The outlook on Michigan’s general- obligation debt was changed to positive from stable by Moody’s Investors Service.
Moody’s assigned the state’s Aa2 rating, third highest, to the planned sale of $200 million in bonds.
The revision “reflects Michigan’s progress in rebuilding financial reserves and running structurally balanced budgets, which signals an improving credit trajectory,” according to a report today. After the auto industry’s crisis in 2009, “Michigan is rebuilding its balance sheet.”
General Motors Co. (GM), Ford Motor Co. (F) and Chrysler Group LLC have had rising revenue and profits since their bankruptcies and restructurings, earning a combined $13.5 billion last year. Auto jobs in Michigan have increased 34 percent since their January 2009 low, according to the Center for Automotive Research in Ann Arbor.
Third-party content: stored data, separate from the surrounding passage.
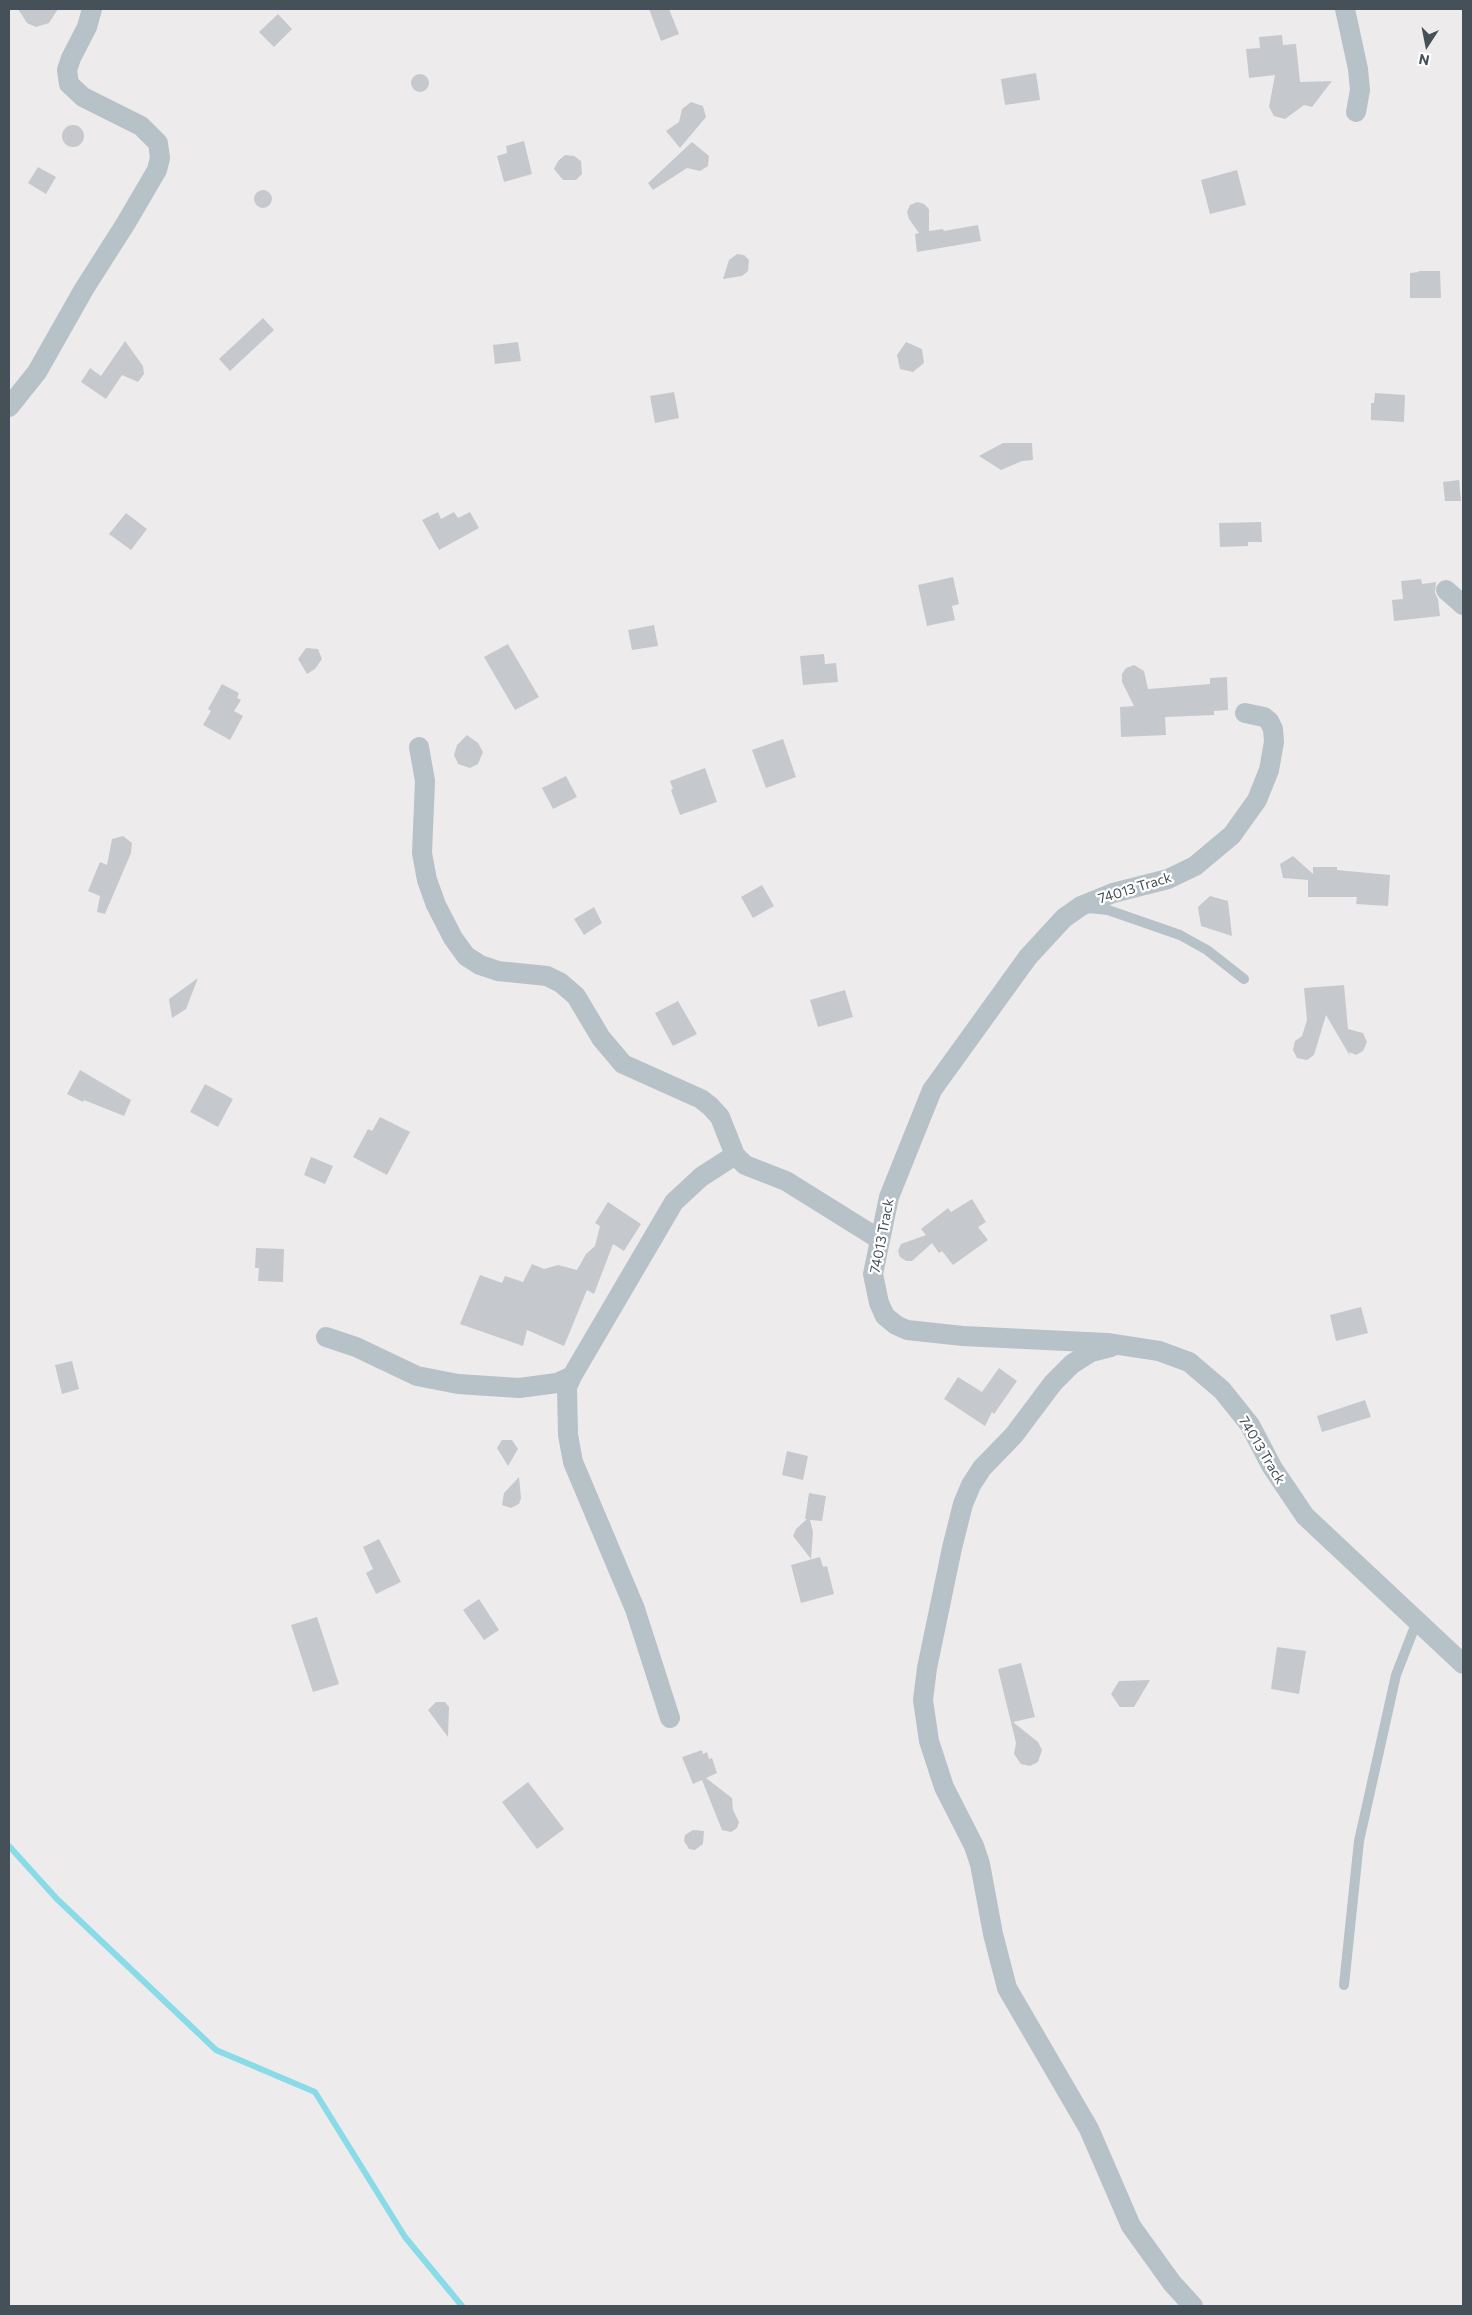 <!DOCTYPE html>
<html>
<head>
<meta charset="utf-8">
<style>
  body { margin:0 }
  #map { position:relative; width:1472px; height:2315px; overflow:hidden; background:#eeebec; font-family:Commissioner,sans-serif }
  canvas { display:block }
  .frame { position:absolute; inset:0; border:10px solid #455058; pointer-events:none }
  .north { position:absolute; left:1402px; top:20px; width:50px; height:50px; -webkit-text-stroke:4px #fff; paint-order:stroke; rotate:191deg; font-size:14px; font-weight:700; line-height:20px; text-align:center; color:#455058 }
  .north::after { content:''; display:block; margin:auto; width:18px; height:22px; background:#455058; clip-path:polygon(50% 0,100% 100%,50% 72%,0 100%) }
</style>
</head>
<body>
<div id="map">
<canvas width="1472" height="2315"></canvas>
<div class="frame"></div>
<div class="north">N</div>
</div>
<script>
const c = document.querySelector('canvas').getContext('2d');
c.lineJoin = 'round';
const poly = rows => new Path2D(rows.map(r => 'M' + r).join(''));
function trace(path, color, width, dash) { c.strokeStyle = color; c.lineWidth = width; c.lineCap = dash ? 'butt' : 'round'; c.setLineDash(dash || []); c.stroke(path); }
function paint(path, color) { c.fillStyle = color; c.fill(path, 'evenodd'); }
function label(font, color, halo, rows, align = 'center') {
  c.font = font + ' Commissioner,sans-serif'; c.lineWidth = 4.5; c.setLineDash([]); c.textBaseline = 'middle'; c.strokeStyle = halo; c.fillStyle = color; for (const [text, x, y, turn = 0] of rows) {
    c.save(); c.translate(x, y); c.rotate((+turn || 0) * Math.PI / 180); c.textAlign = isNaN(turn) ? turn : align; if (halo) c.strokeText(text, 0, 0); c.fillText(text, 0, 0); c.restore();
  }
}
trace(poly([
  [9,1846,57,1899,216,2050,315,2092,405,2237,462,2306]
]), '#89dbe7', 6);
paint(poly([
  [18,9,58,9,49,23,36,27,27,23],
  [649,9,669,9,679,34,661,41],
  [278,14,292,29,274,47,259,32],
  [1282,35,1283,45,1296,44,1300,82,1332,81,1312,107,1304,105,1285,119,1274,116,1269,107,1275,75,1249,78,1246,49,1260,48,1259,37],
  [1036,73,1040,100,1005,105,1001,79],
  '411 83a9 9 0 1 1 18 0a9 9 0 1 1-18 0Z',
  [691,102,703,106,706,117,680,148,666,131,679,122,682,109],
  '62 136a11 11 0 1 1 22 0a11 11 0 1 1-22 0Z',
  [524,141,532,174,504,182,497,156,507,153,506,146],
  [692,142,709,156,708,166,700,171,687,168,653,190,648,183],
  [565,155,574,156,581,161,582,174,576,180,563,180,554,169,558,161],
  [38,167,56,177,46,194,28,183],
  [1237,170,1246,205,1210,214,1201,180],
  '254 199a9 9 0 1 1 18 0a9 9 0 1 1-18 0Z',
  [917,202,924,204,929,209,929,231,943,229,944,231,978,225,981,241,917,252,915,234,919,233,909,219,907,212,910,205],
  [737,254,744,255,749,260,748,271,742,276,723,279,729,260],
  [1418,271,1440,271,1441,298,1410,298,1410,273,1419,272],
  [263,318,274,330,230,371,219,359],
  [125,341,143,366,144,374,138,382,122,375,106,399,81,382,90,368,101,376],
  [518,342,521,361,495,364,493,345],
  [906,342,922,349,924,363,913,372,900,369,897,355],
  [674,392,679,418,655,423,650,396],
  [1375,393,1405,395,1404,422,1371,420,1371,403,1374,403],
  [1003,443,1032,443,1033,460,1022,461,1001,470,979,456],
  [1459,480,1461,501,1445,501,1443,482],
  [438,512,441,519,454,512,458,518,470,512,479,528,439,550,422,520],
  [126,513,147,529,131,550,109,534],
  [1261,522,1262,542,1248,542,1248,546,1220,547,1219,523],
  [953,577,959,604,952,606,955,620,927,626,918,585],
  [1421,579,1422,584,1436,582,1435,593,1438,599,1440,616,1394,621,1392,600,1403,599,1401,581],
  [654,625,658,646,632,650,628,630],
  [508,644,539,697,515,710,484,657],
  [306,648,318,649,322,659,315,669,307,674,298,659],
  [824,654,825,664,836,663,838,682,803,685,800,656],
  [1134,665,1144,671,1148,689,1210,684,1210,678,1227,677,1228,710,1214,711,1214,715,1165,717,1166,735,1121,737,1120,707,1134,706,1122,682,1122,674,1126,668],
  [222,684,239,693,237,698,241,700,234,711,243,716,230,740,203,725,211,711,208,709],
  [467,735,478,743,483,752,478,764,470,768,458,764,454,755,457,745],
  [783,739,796,777,766,788,752,750],
  [705,768,717,802,680,815,671,790,673,789,670,781],
  [566,776,577,797,553,809,542,788],
  [123,836,132,843,131,853,105,914,97,912,100,896,88,891,100,862,107,865,112,839],
  [1293,856,1313,874,1313,867,1337,867,1337,870,1390,875,1388,906,1356,904,1357,897,1308,897,1308,880,1283,878,1280,864],
  [762,885,774,906,753,918,741,897],
  [1210,896,1228,901,1232,936,1201,926,1198,907],
  [594,907,602,923,584,935,574,919],
  [198,978,186,1009,172,1018,169,999],
  [1344,985,1348,1029,1363,1033,1367,1042,1363,1051,1356,1055,1349,1052,1350,1056,1326,1015,1314,1055,1307,1060,1297,1058,1293,1050,1295,1041,1302,1036,1307,1020,1304,988],
  [845,990,853,1017,818,1027,810,1000],
  [678,1001,697,1034,673,1046,655,1013],
  [80,1070,131,1100,124,1116,84,1100,83,1102,67,1094],
  [205,1084,233,1099,218,1127,190,1112],
  [380,1117,410,1132,387,1175,353,1157,368,1129,372,1131],
  [311,1157,333,1166,325,1184,304,1175],
  [972,1199,986,1222,978,1227,988,1240,953,1265,942,1251,939,1253,932,1243,912,1261,906,1261,900,1257,898,1251,901,1244,926,1235,921,1229,948,1208,951,1212],
  [608,1202,641,1224,624,1251,613,1244,594,1294,587,1290,564,1346,527,1330,523,1346,460,1324,480,1275,502,1283,505,1276,523,1282,532,1264,544,1269,558,1265,577,1270,586,1254,595,1246,600,1226,595,1223],
  [256,1248,284,1249,283,1282,258,1281,259,1268,255,1268],
  [1361,1307,1368,1333,1336,1341,1330,1315],
  [72,1361,79,1389,62,1394,55,1365],
  [999,1368,1017,1381,994,1414,992,1412,985,1426,944,1399,958,1377,982,1392],
  [1365,1400,1371,1417,1322,1432,1317,1416],
  [502,1440,512,1440,518,1449,508,1466,497,1448],
  [787,1451,808,1456,803,1480,782,1475],
  [519,1477,521,1498,519,1504,511,1508,502,1505,504,1493],
  [809,1493,826,1496,822,1521,810,1520,813,1532,811,1559,793,1536,796,1529,807,1519,805,1519],
  [379,1539,401,1582,376,1594,366,1573,373,1569,363,1547],
  [820,1557,823,1567,827,1566,834,1594,801,1603,791,1565],
  [479,1599,499,1630,484,1640,463,1610],
  [317,1617,339,1684,313,1692,291,1625],
  [1277,1647,1306,1651,1299,1694,1271,1689],
  [1021,1663,1035,1717,1013,1722,1038,1742,1042,1750,1038,1762,1030,1766,1021,1764,1014,1754,1016,1743,998,1669],
  [1150,1680,1134,1707,1120,1707,1111,1694,1119,1681],
  [436,1702,445,1702,449,1707,448,1737,428,1710],
  [702,1750,703,1754,707,1752,709,1759,712,1758,717,1773,706,1778,732,1798,733,1810,739,1822,737,1828,731,1832,722,1830,702,1780,693,1784,682,1757],
  [528,1782,564,1829,537,1849,502,1802],
  [693,1830,704,1831,703,1844,695,1850,689,1849,684,1841,685,1835]
]), '#c5c9ce');
trace(poly([
  [1088,908,1108,910,1180,935,1207,950,1244,979],
  [1344,1985,1359,1841,1396,1675,1417,1621]
]), '#b7c1c8', 10);
trace(poly([
  [1345,9,1358,69,1360,90,1356,112],
  [9,407,37,372,84,289,126,223,157,170,160,158,158,143,141,126,83,97,69,84,67,70,71,58,87,27,92,9],
  [1446,590,1463,605],
  [1245,713,1264,717,1269,721,1273,729,1274,742,1269,770,1257,800,1232,835,1195,866,1168,879,1113,893,1081,906,1064,918,1028,957,932,1090,889,1197,873,1274,879,1303,885,1316,896,1325,907,1330,963,1336,1107,1343,1159,1351,1189,1362,1222,1390,1250,1425,1272,1467,1305,1516,1463,1664],
  [419,747,425,781,422,853,427,880,436,905,453,938,466,956,480,965,498,971,547,976,561,983,576,996,601,1038,623,1064,701,1099,710,1106,720,1117,735,1155,745,1165,786,1181,879,1239],
  [326,1337,356,1347,417,1376,458,1384,519,1388,557,1383,572,1376,674,1202,701,1177,735,1155],
  [1111,1347,1091,1352,1072,1364,1053,1383,1014,1435,982,1468,971,1485,963,1504,952,1548,927,1668,923,1700,929,1741,944,1787,974,1846,980,1864,993,1934,1007,1988,1089,2129,1131,2226,1172,2283,1193,2306],
  [572,1376,567,1387,568,1435,573,1462,635,1609,670,1718]
]), '#b7c1c8', 20);
label('14px', '#455058', '#fff', [
  ["74013 Track",1135,888,-17],
  ["74013 Track",882,1236,-79],
  ["74013 Track",1262,1450,59]
]);
</script>
</body>
</html>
Michigan’s unemployment rate in January was 8.9 percent, compared with a national 7.9 percent, according to federal statistics.
The extra yield demanded by investors in the $3.7 trillion municipal market to own debt from Michigan and its municipalities, relative to top-rated bonds, narrowed to 0.58 percentage point on March 13, matching the lowest since April 2009, according to data compiled by Bloomberg. The spread has since widened to 0.63 percentage point.